Task material ->
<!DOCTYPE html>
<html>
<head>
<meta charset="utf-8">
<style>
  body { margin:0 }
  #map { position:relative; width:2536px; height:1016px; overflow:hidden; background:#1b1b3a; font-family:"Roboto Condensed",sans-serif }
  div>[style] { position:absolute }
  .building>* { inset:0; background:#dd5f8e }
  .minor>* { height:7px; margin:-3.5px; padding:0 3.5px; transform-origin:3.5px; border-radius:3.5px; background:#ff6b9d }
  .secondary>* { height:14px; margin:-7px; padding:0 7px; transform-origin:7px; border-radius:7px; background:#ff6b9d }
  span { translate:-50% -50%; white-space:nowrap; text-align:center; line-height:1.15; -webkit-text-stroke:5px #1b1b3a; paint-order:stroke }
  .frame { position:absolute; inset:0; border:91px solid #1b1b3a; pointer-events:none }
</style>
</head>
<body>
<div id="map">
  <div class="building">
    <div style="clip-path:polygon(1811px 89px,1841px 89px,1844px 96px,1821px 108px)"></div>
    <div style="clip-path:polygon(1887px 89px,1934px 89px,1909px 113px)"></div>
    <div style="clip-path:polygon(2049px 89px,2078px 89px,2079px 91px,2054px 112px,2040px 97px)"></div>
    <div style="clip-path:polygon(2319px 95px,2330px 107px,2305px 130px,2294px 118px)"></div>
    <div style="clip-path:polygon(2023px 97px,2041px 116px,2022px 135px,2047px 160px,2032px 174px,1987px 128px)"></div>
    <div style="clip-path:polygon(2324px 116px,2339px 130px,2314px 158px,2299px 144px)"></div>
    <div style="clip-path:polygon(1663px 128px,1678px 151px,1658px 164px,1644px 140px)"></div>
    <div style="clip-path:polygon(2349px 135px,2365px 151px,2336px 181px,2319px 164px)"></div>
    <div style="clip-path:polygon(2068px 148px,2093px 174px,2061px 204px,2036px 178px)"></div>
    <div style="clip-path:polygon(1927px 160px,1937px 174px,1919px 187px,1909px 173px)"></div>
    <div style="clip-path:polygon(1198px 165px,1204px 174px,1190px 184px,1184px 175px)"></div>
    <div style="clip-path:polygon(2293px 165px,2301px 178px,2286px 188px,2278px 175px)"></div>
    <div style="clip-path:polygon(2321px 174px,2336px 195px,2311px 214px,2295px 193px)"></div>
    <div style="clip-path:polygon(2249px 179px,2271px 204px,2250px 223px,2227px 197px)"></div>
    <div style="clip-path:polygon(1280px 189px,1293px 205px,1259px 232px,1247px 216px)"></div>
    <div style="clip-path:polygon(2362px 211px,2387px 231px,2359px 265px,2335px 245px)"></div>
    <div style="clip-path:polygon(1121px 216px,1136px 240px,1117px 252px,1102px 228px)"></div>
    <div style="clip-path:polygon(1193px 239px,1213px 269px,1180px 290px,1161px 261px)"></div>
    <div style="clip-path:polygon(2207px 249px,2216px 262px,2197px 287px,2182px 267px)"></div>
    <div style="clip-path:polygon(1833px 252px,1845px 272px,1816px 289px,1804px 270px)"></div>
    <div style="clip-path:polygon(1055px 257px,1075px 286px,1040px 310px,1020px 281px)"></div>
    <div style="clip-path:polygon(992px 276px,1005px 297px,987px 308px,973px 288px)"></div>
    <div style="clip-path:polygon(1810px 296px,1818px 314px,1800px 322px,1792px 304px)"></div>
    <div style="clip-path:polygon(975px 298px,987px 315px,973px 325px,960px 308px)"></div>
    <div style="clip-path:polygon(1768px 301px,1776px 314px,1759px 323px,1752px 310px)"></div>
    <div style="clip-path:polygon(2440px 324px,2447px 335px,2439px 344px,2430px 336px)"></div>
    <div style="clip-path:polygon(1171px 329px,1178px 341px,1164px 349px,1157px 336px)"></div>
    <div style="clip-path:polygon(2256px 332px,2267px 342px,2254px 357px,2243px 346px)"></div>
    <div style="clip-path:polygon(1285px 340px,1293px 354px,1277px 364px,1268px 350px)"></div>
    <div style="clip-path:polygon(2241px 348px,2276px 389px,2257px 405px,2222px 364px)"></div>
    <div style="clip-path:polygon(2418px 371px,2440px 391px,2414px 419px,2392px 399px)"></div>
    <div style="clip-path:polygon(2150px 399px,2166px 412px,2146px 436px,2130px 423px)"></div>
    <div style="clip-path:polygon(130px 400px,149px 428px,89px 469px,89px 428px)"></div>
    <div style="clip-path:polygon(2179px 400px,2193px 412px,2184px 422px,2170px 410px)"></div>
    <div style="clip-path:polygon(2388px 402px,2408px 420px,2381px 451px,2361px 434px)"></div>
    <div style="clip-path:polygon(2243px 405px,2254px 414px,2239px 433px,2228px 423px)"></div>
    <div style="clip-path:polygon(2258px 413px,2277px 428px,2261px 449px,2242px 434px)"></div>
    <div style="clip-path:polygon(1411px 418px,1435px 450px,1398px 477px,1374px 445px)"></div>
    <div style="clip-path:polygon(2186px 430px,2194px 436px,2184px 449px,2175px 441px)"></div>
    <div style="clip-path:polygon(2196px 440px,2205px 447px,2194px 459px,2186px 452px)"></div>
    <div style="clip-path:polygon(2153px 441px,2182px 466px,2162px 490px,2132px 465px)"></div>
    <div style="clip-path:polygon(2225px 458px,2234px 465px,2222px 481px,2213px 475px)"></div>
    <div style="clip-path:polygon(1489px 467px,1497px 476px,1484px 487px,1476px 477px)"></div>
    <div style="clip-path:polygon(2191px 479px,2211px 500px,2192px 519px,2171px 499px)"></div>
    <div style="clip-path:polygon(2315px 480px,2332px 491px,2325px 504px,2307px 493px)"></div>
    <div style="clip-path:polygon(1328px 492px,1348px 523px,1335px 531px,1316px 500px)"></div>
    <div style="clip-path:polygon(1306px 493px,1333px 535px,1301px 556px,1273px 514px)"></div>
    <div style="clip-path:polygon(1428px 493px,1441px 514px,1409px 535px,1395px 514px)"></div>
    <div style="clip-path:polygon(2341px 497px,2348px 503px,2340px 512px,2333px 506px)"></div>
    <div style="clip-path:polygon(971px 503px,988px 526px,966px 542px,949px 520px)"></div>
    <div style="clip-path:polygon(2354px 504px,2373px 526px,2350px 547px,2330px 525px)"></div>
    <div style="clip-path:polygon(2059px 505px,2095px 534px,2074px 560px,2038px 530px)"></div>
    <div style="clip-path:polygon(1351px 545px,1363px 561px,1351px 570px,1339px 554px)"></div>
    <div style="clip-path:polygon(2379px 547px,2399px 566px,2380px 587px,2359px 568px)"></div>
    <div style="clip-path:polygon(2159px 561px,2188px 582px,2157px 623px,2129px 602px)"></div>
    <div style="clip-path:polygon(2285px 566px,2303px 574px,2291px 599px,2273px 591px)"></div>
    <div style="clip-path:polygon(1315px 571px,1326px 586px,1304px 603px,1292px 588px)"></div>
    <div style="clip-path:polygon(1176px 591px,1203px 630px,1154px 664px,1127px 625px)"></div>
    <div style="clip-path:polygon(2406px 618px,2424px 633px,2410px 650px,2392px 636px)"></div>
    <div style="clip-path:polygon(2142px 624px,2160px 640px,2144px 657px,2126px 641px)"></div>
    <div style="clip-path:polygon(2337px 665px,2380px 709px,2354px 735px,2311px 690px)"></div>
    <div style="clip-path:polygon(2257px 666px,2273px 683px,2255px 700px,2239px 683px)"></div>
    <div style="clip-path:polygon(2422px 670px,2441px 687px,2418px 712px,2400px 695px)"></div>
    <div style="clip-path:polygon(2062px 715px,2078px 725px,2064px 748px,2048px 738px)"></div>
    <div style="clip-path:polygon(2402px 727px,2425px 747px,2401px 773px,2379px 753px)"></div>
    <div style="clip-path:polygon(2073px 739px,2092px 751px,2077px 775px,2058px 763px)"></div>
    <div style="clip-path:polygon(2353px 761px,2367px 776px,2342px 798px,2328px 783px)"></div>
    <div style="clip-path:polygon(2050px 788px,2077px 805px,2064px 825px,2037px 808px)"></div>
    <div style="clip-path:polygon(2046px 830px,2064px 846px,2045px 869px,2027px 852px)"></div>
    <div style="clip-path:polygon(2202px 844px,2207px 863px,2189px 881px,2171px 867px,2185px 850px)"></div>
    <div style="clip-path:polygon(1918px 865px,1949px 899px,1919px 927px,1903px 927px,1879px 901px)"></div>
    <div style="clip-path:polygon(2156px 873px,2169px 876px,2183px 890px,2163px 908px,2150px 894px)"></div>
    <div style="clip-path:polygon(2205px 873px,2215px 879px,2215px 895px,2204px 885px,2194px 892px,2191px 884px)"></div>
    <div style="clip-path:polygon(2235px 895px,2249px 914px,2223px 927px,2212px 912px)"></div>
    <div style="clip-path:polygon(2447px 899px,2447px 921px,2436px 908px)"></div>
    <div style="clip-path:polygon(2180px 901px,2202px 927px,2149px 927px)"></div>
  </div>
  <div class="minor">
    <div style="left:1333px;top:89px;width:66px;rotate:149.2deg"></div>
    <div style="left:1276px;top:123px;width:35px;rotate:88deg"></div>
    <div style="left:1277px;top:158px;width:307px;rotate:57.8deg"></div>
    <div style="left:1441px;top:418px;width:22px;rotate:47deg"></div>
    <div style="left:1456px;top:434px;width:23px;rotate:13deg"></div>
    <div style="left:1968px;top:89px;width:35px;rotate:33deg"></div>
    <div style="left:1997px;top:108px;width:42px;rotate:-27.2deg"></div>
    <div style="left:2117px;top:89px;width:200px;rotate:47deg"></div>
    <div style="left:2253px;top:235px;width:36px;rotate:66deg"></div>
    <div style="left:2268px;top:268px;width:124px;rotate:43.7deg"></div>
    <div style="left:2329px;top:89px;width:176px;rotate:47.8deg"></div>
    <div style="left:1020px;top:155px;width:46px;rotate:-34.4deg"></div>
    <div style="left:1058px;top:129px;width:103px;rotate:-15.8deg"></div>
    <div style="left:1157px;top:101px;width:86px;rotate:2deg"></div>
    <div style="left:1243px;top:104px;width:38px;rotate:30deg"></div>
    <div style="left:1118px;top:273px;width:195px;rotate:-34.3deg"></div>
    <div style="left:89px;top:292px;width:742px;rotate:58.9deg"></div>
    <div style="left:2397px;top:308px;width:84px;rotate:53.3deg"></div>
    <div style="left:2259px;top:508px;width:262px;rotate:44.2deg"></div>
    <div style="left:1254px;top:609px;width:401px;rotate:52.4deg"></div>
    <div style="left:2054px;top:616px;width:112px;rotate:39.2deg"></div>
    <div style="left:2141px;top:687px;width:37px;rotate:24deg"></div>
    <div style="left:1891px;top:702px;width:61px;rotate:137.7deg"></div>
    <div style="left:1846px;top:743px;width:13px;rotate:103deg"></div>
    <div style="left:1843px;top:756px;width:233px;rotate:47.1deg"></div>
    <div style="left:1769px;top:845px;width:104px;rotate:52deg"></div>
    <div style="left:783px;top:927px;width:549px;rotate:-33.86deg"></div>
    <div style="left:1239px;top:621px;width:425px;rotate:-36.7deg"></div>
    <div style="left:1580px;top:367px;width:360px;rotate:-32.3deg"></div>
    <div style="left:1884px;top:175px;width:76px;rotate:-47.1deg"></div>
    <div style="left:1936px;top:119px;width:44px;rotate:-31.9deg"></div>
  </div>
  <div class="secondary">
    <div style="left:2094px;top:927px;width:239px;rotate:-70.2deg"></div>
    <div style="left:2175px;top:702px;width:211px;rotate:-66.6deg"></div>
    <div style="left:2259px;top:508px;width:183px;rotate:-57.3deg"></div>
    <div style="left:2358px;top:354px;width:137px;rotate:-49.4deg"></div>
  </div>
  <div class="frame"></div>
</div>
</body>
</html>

Aim of the exercise ->
From the first line of the data through the line with "position:relative; width:2536px; height:1016px;", quote each line exactly and add nothing else.

Finished task ->
<!DOCTYPE html>
<html>
<head>
<meta charset="utf-8">
<style>
  body { margin:0 }
  #map { position:relative; width:2536px; height:1016px; overflow:hidden; background:#1b1b3a; font-family:"Roboto Condensed",sans-serif }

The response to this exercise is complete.